Em outros livros, João Antônio alcançou sucesso de público, como em Leão de Chácara, de 1975, com destaque para o conto Paulinho Perna Torta. Zeni, no entanto, gosta de sublinhar a importância e a beleza de Abraçado ao Meu Rancor, da fase decadente dele, lançado originalmente em 1986. “Tem humor, mas também tem amargura. Os textos do fim de carreira dele falam de personagens que sumiram, de uma cidade (São Paulo) que era promissora e que não contempla a todos.” Em 2001, a editora Cosac Naify recolocou em circulação alguns títulos do autor. No ano passado, porém, a Cosac encerrou as atividades e a obra de João Antônio deverá a partir de agora ficar com a Editora 34, que prepara alguns relançamentos e uma obra inédita do autor, em mais uma excelente oportunidade para quem ainda não se envolveu pelo universo de cafetões, prostitutas e vadios do autor. “Acho que a ida dele para o Rio tinha, entre outros aspectos, foi uma tentativa de retomar o frescor da juventude, já que em São Paulo ele não conseguia mais conciliar o trabalho de jornalista e de escritor com a boemia”, diz Bruno Zeni, autor de O Fluxo Silencioso das Máquinas (Ateliê Editorial). Não deu certo.

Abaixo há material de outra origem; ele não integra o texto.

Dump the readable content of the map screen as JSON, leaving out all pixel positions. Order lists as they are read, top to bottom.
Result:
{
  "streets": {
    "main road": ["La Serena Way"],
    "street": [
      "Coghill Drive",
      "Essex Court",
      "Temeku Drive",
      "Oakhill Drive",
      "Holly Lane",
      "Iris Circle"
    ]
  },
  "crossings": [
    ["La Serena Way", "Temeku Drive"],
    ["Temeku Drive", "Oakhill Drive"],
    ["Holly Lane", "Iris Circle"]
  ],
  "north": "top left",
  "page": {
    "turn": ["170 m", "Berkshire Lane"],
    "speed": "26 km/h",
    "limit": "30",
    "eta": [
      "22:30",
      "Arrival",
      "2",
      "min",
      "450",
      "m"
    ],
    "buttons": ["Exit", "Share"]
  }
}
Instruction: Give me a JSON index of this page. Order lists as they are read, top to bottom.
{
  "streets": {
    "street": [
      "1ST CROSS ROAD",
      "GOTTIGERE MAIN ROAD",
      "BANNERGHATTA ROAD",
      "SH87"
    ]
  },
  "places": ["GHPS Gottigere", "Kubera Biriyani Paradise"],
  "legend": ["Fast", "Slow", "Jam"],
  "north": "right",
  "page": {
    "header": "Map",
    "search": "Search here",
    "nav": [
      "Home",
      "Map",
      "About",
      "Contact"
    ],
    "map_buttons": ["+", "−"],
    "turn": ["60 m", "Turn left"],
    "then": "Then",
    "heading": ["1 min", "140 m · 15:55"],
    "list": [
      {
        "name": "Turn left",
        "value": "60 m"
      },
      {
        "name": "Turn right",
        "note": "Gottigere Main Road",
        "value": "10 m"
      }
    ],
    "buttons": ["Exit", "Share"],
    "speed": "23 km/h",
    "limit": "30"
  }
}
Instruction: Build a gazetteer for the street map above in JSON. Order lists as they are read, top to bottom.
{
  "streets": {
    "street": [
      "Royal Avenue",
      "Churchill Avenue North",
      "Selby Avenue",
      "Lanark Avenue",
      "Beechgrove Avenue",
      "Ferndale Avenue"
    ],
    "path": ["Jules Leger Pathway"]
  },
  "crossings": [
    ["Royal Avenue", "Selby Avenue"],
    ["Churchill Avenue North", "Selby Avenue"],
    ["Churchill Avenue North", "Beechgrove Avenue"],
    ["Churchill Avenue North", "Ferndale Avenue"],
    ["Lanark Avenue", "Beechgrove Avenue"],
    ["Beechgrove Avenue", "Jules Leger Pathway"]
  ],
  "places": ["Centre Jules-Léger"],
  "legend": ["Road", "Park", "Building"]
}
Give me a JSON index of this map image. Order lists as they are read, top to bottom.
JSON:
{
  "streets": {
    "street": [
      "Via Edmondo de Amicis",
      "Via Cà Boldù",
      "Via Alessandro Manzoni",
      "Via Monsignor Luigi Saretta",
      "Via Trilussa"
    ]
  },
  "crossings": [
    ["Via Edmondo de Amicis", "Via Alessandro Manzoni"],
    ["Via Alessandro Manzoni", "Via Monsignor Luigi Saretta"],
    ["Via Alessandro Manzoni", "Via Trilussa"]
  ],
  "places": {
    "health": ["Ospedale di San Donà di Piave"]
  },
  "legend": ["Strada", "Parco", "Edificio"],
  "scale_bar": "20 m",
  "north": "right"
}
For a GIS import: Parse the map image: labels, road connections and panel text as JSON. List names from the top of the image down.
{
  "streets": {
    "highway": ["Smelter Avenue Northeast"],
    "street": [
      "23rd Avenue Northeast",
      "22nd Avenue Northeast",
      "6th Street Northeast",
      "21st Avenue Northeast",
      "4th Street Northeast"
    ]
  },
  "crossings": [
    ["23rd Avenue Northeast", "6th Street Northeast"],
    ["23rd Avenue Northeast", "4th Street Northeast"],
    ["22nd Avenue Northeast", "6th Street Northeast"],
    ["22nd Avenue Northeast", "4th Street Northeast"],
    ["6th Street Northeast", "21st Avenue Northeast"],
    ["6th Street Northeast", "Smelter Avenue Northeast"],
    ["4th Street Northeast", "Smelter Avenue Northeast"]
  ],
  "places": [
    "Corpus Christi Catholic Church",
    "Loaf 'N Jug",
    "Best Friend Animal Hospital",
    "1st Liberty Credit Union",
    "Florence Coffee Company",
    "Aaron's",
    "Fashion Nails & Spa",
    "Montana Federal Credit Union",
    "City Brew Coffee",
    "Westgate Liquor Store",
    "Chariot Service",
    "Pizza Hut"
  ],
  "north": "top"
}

Se não responde definitivamente as perguntas sobre o final trágico da vida de João Antônio, dilacerado pelo álcool e amargurado pela pouca ressonância de sua produção naquela altura dos anos 1990, o livro de Zeni, desde já, ajuda a preencher outras lacunas, como a da ausência de fortuna crítica disponível nas livrarias sobre sua obra. Sinuca é fruto da pesquisa de doutorado de Zeni, na USP, e comprova a atualidade e a força da obra de João Antônio, além de propor uma reflexão psicanalítica sobre a relação dele com o pai e o Édipo freudiano. Para Zeni, as contradições expostas nos livros do autor de Malagueta são uma marca da literatura contemporânea, congestionada pela autoficção, termo criado somente nos anos 1970. “Ele foi um autor de formas não muito fáceis de reconhecer. É uma literatura que ganhou com o tempo. A crise dos gêneros (literários) o ajudou.”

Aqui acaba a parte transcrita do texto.